Computer typesetting overview
Last revision August 3, 2004
The basic idea is to re-arrange portions of a text document so the output appears in a desired format. Capabilities to select fonts, set equations, create tables, etc.
Typesetting systems can be categorized along two dimensions:
- physical (or visual) design vs. logical design
- direct manipulation of text with continuous typesetting vs. page markup language with deferred typesetting.
Physical (or visual) design
Physical design means that the user directly controls the placement on the page of each of the units of his document, such as each line of text, each footnote, each paragraph, each table, etc.
In this system, the user has complete control of how the final page will be laid out, but must make many small decisions about spacing and placement.
A serious disadvantage of this system is that it does not work "top down" from a set of global formatting parameters and commands, so it can be difficult to make major changes that affect the entire document.
An extreme example would be use of a drafting program (such as MacDraw) to produce a text document, where each paragraph or other document element was separately positioned by the user.
Logical design
Logical design means the user thinks of his document in terms of logical units, such as paragraphs, sections, headers, footnotes, tables, etc.
The positioning of these units on the page, the type styles and sizes used for each, the special marks, indentations, etc., are all determined in advance as part of a consistent style.
A major advantage of this system is that you can often make major changes, such as margin widths, or paragraph indentation, or switching fonts, or changing from single to double column mode, or numbering section headings with Roman rather than Arabic numerals, by modifying a single formatting command, rather than modifying each instance individually.
Books are usually typeset according to some kind of logical design prepared by an editor or designer; the author simply supplies the text, figures, etc. to fill in the design.
Direct formatting with continuous typesetting
Direct manipulation of text with continuous typesetting is often referred to as "What You See Is What You Get", or WYSIWYG. The user selects design characteristics from menus or by "highlighting" text with a mouse and sees an instant updating of the representation of the formatted page.
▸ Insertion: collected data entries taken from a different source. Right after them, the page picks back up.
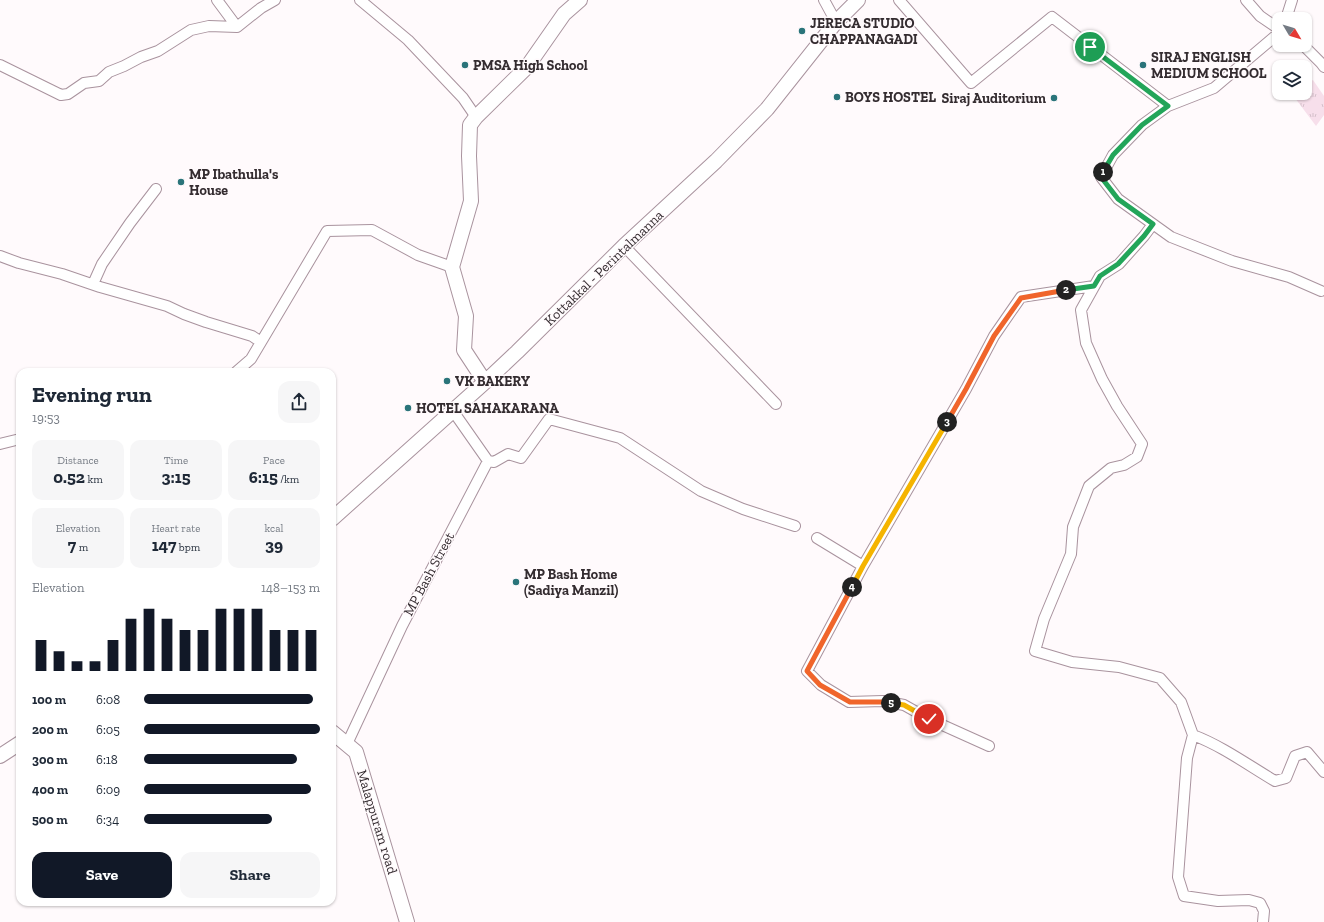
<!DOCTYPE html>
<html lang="en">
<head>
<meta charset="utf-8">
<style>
	body { margin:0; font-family:"Zilla Slab",serif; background:#f6f6f7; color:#1f2937; height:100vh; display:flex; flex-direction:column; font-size:15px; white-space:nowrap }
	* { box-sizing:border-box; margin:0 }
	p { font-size:13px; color:#747a83 }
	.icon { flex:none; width:22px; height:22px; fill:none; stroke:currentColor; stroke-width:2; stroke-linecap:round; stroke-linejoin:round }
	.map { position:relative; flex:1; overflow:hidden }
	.drawer { position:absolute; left:16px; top:368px; width:320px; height:538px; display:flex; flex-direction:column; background:#fff; border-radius:12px; box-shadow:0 1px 3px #0004 }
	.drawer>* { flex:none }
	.needle { width:26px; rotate:128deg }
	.buttons { position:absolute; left:1272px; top:12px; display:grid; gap:8px }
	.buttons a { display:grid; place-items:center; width:40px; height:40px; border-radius:8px; background:#fff; box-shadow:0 1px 3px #0004; font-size:20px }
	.pin { position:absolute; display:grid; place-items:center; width:34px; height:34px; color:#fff; margin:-17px; border:2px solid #fff; border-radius:50%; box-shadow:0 1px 4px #0007 }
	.km { position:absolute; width:20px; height:20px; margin:-10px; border-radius:50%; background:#222; color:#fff; font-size:11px; line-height:20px; text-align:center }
	.round { display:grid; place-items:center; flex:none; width:42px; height:42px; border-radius:12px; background:#f6f6f7 }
	.head { display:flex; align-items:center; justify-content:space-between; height:68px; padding:0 16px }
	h1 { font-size:22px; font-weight:800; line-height:30px }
	.metrics { display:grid; grid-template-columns:repeat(3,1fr); gap:6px; height:68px; padding:4px 16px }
	.metrics div { display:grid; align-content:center; border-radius:10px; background:#f6f6f7; text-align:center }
	.metrics b { font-size:17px; font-weight:800 }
	.metrics small { font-size:11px; font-weight:400 }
	.metrics p { font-size:11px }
	.chart { height:112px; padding:8px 16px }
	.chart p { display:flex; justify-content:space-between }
	.chart svg { width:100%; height:72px; margin-top:4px; stroke:#111827; stroke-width:6 }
	.button { display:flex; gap:8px; margin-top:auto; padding:8px 16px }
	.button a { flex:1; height:46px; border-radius:12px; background:#111827; color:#fff; font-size:16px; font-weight:800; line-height:46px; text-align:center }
	.button a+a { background:#f6f6f7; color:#1f2937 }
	ul { padding:0 16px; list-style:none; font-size:13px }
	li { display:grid; grid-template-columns:64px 48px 1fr; align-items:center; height:30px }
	li i { height:10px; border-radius:5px; background:#111827 }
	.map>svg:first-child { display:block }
</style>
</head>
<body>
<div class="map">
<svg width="1324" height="922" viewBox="0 0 1324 922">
	<defs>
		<pattern id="park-tufts" width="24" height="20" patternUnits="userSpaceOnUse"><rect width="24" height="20" fill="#f7dfeb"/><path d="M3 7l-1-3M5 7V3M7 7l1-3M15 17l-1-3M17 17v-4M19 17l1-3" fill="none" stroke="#d4c0ca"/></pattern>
	</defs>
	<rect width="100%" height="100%" fill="#fffafc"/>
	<path fill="url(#park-tufts)" d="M1313,80L1324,96V115L1316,126L1292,94L1294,93H1305V85Z"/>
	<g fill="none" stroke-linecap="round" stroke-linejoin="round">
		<g stroke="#a9939e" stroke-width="12">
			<path id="street" d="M217,0L237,27
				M360,0L408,40L463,98L476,117
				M824,0L836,22
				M899,0L971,83L1052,17L1168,106L1214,88L1279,33
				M1246,0L1260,16L1279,29
				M1286,19L1292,0
				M1303,45L1321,63L1324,67
				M0,65L61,95L68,94L84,83L99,81L109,72L124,66L141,57L158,51L191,30L209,26L237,27L261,8L275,0
				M1168,106L1142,125L1113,155L1101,177L1118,199L1171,237L1232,261L1289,277L1321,291
				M1153,224L1144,236L1119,264L1100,276L1081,310L1086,343L1102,379L1117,406L1142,444L1137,457L1124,465L1111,468L1089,486L1073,527L1071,554L1044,619L1035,651L1072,662L1119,667L1160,678L1181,702L1193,735L1187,758L1178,877L1184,896L1218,901L1249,900L1260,903L1264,911L1263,922
				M624,246L776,404
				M0,256L19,263L62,274L100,287L167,306L184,314L206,322L252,336L261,342
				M93,284L102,264L130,223L156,189
				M236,372L251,359L327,231L372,230L418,255L452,267
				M0,444L20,439
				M488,461L494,462L508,454L521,458L549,419L620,438L701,491L743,509L795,526
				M817,538L863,566
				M1193,735C1222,746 1248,765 1275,781L1286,778L1295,756L1307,752L1324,772
				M347,744L402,626L488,461L453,411
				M989,746L929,719L904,705L883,701L849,702L821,685L807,671L863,566L966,389L994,336L1021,297L1094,286"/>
		</g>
		<g stroke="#a9939e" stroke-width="16">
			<path id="secondary" d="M485,382L464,350L466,316L452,267L471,201L469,156L470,125L476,117L527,67L564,14L580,0
				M332,519L485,382L517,352L624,246L716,161L767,109L836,22L858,0
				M332,732L356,752L407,922
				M0,756L20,743"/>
		</g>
		<use href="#street" stroke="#fff" stroke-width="10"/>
		<use href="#secondary" stroke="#fff" stroke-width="14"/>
	</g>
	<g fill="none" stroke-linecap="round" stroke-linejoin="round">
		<g stroke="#fff" stroke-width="8">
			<path id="split-1" d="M1090,47L1168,106L1142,125L1113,155L1103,172"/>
		</g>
		<g stroke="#fff" stroke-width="8">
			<path id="split-2" d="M1066,290L1094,286L1100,276L1118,264L1144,236L1153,224L1118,199L1101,177L1103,172"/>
		</g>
		<g stroke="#fff" stroke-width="8">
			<path id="split-3" d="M947,422L966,389L994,336L1021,298L1066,290"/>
		</g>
		<g stroke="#fff" stroke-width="8">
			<path id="split-4" d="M852,587L863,566L947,422"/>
		</g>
		<g stroke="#fff" stroke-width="8">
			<path id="split-5" d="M852,587L807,671L820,685L850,702H883L891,703"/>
		</g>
		<g stroke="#fff" stroke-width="8">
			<path id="split-6" d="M891,703L904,705L929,719"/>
		</g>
		<use href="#split-1" stroke="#22a559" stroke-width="5"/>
		<use href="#split-2" stroke="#22a559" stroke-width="5"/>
		<use href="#split-3" stroke="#f0652b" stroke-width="5"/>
		<use href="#split-4" stroke="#f5b400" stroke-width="5"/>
		<use href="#split-5" stroke="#f0652b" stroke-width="5"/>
		<use href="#split-6" stroke="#f5b400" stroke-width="5"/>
	</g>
	<g fill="#2a747a" stroke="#fffafc" stroke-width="1.5">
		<circle cx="802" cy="31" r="4"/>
		<circle cx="465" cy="65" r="4"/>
		<circle cx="1143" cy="65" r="4"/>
		<circle cx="837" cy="97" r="4"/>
		<circle cx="1054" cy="98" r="4"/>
		<circle cx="181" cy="182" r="4"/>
		<circle cx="447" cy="381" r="4"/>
		<circle cx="408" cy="408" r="4"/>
		<circle cx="516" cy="582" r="4"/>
	</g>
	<g text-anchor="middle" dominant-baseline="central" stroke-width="3" stroke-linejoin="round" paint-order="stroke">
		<g font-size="14" font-weight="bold" fill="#342c30" stroke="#fffafc" text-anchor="start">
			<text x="810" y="23">JERECA STUDIO<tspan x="810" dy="16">CHAPPANAGADI</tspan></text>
			<text x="1151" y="57">SIRAJ ENGLISH<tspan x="1151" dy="16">MEDIUM SCHOOL</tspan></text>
			<text x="473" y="65">PMSA High School</text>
			<text x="845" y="97">BOYS HOSTEL</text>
			<text x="1046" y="98" text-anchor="end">Siraj Auditorium</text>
			<text x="189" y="174">MP Ibathulla's<tspan x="189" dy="16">House</tspan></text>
			<text x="455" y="381">VK BAKERY</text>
			<text x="416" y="408">HOTEL SAHAKARANA</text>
			<text x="524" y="574">MP Bash Home<tspan x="524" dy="16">(Sadiya Manzil)</tspan></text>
		</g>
		<g font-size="14" fill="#342c30" stroke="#fffafc">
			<text transform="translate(604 268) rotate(-44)">Kottakkal - Perintalmanna</text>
			<text transform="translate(429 574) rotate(-62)">MP Bash Street</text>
			<text transform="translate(377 822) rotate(73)">Malappuram road</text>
		</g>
	</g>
</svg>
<div class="buttons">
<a><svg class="needle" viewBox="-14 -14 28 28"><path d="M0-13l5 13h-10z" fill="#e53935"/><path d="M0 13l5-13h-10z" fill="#747a83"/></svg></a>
<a><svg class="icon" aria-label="layers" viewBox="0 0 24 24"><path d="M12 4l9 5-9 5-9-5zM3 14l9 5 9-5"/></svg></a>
</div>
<div class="pin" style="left:1090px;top:47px;background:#1e9e55"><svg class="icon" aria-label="arrive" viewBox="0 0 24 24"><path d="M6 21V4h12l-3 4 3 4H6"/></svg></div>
<div class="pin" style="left:929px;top:719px;background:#d93025"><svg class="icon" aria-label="check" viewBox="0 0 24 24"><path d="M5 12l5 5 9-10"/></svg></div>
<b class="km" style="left:1103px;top:172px">1</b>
<b class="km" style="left:1066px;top:290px">2</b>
<b class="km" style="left:947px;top:422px">3</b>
<b class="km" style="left:852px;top:587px">4</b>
<b class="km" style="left:891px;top:703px">5</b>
<section class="drawer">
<div class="head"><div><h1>Evening run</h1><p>19:53</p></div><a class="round"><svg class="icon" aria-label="share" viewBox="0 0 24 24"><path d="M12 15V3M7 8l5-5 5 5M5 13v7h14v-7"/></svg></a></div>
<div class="metrics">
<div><p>Distance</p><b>0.52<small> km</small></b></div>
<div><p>Time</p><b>3:15</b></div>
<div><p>Pace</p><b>6:15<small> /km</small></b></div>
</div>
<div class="metrics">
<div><p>Elevation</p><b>7<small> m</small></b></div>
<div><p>Heart rate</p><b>147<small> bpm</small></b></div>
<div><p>kcal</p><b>39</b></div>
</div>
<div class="chart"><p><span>Elevation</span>148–153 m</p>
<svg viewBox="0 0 160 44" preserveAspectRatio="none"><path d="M5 44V25M15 44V32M25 44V38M35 44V38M45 44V25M55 44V12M65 44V6M75 44V12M85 44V19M95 44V19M105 44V6M115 44V6M125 44V6M135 44V19M145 44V19M155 44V19"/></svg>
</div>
<ul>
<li><b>100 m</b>6:08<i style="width:96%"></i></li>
<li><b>200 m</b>6:05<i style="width:100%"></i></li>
<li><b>300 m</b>6:18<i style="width:87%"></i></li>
<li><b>400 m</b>6:09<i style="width:95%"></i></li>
<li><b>500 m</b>6:34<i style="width:73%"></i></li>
</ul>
<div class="button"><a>Save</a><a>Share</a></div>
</section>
</div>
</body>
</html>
Text editing and typesetting functions are combined into a single program.
The program keeps track of formatting changes such as type style or size changes, indentation changes, etc., using non-printing control character codes that are not directly visible or accessible by the user.
This system requires integrated high-speed, high-resolution graphics display monitors, such as are found on the Macintosh or Windows PC, or modern Unix workstations running the X window system.
The chief advantage of this style is that it offers continuous visual feedback.
Page markup language
In a page markup language, the user delimits and selects physical or logical design elements by means of special command sequences that are embedded into the document. In other words, the user types in both the actual text of the document and the formatting commands as plain text. Command sequences are generally separated from ordinary text by use of a special character (such as \) or position (such as always at the start of the line).
The user gets no instant representation of the formatted output as he creates the document. Typesetting is deferred until the document (or a portion) is complete.
A plain text editor is used to create the document; another program does the typesetting. As the typesetting commands actually represent a specialized computer language, the user can usually combine primitive commands together into "macros" to create sophisticated effects.
The user does not need to work at a graphics display station to create his documents, but can use any ordinary computer terminal. Typeset output can be directed to a single graphics device serving many users, such as a laser printer.
This system is typical of time-sharing computers such as Unix systems.
The chief advantage of page markup languages is that they are self-documenting. That is, by examining the input document, the user can always see right away how to produce the typesetting effect.
Common typesetting implementations
Actual typesetting hardware/software combinations tend to cluster into two combinations of these dimensions:
- WYSIWYG representation with physical design on Macintosh or Windows PC micro-computers. Some of the more competent programs are incorporating logical design features, such as "styles" in Microsoft Word.
- Page markup languages that implement logical design.
TeX/LaTeX is the premier example of this system. Unix and other time-sharing systems tend to implement this type of system. The "HTML" language used by World Wide Web documents is another, simpler, example of a special purpose page markup language.